On Mon, 21 Oct 2019 at 14:00, Oleg Nesterov <oleg@xxxxxxxxxx> wrote:
>
> On 10/21, Christian Brauner wrote:
> >
> > This traces back to Oleg fixing a race between a group stop and a thread
> > exiting before it notices that it has a pending signal or is in the middle of
> > do_exit() already, causing group stop to get wacky.
> > The original commit to fix this race is
> > commit d12619b5ff56 ("fix group stop with exit race") which took sighand
> > lock before setting PF_EXITING on the thread.
>
> Not really... sig_task_ignored() didn't check task->flags until the recent
> 33da8e7c81 ("signal: Allow cifs and drbd to receive their terminating signals").
> But I think this doesn't matter, see below.
>
> > If the race really matters and given how tsk->flags is currently accessed
> > everywhere the simple fix for now might be:
> >
> > diff --git a/kernel/signal.c b/kernel/signal.c
> > index c4da1ef56fdf..cf61e044c4cc 100644
> > --- a/kernel/signal.c
> > +++ b/kernel/signal.c
> > @@ -2819,7 +2819,9 @@ void exit_signals(struct task_struct *tsk)
> > cgroup_threadgroup_change_begin(tsk);
> >
> > if (thread_group_empty(tsk) || signal_group_exit(tsk->signal)) {
> > + spin_lock_irq(&tsk->sighand->siglock);
> > tsk->flags |= PF_EXITING;
> > + spin_unlock_irq(&tsk->sighand->siglock);
>
> Well, exit_signals() tries to avoid ->siglock in this case....
>
> But this doesn't matter.

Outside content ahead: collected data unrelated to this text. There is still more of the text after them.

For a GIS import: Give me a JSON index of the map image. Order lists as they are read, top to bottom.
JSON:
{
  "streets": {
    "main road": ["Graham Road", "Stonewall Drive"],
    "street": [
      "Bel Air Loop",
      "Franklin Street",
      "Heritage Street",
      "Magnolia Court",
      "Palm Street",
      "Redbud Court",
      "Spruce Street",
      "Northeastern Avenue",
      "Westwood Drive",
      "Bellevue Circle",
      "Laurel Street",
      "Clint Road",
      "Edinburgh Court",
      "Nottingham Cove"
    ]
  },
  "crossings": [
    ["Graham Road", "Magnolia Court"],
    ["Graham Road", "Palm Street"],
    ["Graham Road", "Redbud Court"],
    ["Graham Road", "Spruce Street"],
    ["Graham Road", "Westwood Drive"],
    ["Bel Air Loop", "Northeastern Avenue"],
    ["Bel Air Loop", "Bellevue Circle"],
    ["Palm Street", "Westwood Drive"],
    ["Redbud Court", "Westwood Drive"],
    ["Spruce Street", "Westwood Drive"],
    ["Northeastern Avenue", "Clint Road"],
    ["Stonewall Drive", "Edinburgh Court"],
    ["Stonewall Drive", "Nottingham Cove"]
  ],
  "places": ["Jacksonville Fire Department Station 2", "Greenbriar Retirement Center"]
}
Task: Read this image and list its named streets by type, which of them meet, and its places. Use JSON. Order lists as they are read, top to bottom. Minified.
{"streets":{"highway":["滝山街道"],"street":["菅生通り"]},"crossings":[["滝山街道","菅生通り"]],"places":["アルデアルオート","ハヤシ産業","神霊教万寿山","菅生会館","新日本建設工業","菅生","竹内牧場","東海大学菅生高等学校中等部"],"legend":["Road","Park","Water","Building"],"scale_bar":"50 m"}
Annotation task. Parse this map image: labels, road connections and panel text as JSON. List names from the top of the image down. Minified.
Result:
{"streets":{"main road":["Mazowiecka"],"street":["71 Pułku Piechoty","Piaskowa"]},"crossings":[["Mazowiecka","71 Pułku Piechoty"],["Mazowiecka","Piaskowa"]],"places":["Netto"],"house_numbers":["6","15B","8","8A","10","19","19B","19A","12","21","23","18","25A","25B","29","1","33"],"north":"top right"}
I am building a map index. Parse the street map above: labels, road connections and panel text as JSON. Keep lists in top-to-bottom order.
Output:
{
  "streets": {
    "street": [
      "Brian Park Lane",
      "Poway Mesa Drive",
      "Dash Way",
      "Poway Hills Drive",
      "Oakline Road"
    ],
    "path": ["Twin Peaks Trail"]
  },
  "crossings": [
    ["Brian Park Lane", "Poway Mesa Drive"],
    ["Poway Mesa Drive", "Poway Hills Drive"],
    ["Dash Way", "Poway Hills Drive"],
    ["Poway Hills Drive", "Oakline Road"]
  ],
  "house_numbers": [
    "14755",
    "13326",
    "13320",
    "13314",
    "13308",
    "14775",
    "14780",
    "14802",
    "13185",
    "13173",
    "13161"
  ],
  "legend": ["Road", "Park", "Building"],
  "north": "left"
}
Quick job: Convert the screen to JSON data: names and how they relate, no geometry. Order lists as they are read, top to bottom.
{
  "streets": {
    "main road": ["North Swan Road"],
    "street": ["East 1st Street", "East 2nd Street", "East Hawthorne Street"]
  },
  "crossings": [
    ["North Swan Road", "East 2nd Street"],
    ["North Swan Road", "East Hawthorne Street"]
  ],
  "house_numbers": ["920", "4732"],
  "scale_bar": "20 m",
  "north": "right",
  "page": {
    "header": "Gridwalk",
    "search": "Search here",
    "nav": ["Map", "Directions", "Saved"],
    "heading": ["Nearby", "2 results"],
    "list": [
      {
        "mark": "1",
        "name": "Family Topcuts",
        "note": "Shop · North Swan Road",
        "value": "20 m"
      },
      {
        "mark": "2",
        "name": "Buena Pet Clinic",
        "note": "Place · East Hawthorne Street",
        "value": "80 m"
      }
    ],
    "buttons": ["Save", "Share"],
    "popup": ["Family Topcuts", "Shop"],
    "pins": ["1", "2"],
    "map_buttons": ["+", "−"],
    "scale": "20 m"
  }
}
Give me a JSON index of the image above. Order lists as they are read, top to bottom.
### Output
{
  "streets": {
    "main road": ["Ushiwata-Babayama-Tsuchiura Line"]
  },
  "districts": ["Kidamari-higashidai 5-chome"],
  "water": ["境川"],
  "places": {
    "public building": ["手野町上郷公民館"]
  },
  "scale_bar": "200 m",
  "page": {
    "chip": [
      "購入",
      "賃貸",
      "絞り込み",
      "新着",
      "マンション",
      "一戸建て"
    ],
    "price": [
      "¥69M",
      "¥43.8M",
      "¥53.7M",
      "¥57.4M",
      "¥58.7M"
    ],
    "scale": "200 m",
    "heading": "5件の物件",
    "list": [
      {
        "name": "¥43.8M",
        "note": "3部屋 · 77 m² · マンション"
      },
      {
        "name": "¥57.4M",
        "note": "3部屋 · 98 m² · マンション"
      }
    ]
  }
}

IIUC the problem is not that exit_signals() sets
> PF_EXITING, the problem is that it writes to tsk->flags and kasan detects
> the data race.
>
> For example, freezable_schedule() which sets PF_FREEZER_SKIP can equally
> "race" with sig_task_ignored() or with ANY other code which checks this
> task's flags.
>
> I think this is WONTFIX.

If taking the spinlock is unnecessary (which AFAIK it probably is) and
there are no other writers to this flag, you will still need a
WRITE_ONCE(tsk->flags, tsk->flags | PF_EXITING) to avoid the
data-race.

However, if it is possible that there are concurrent writers setting
other bits in flags, you need to ensure that the bits are set
atomically (unless it's ok to lose some bits here). This can only be
done via 1) taking siglock, or 2) via e.g. atomic_or(...), however,
flags is not atomic_t ...

-- Marco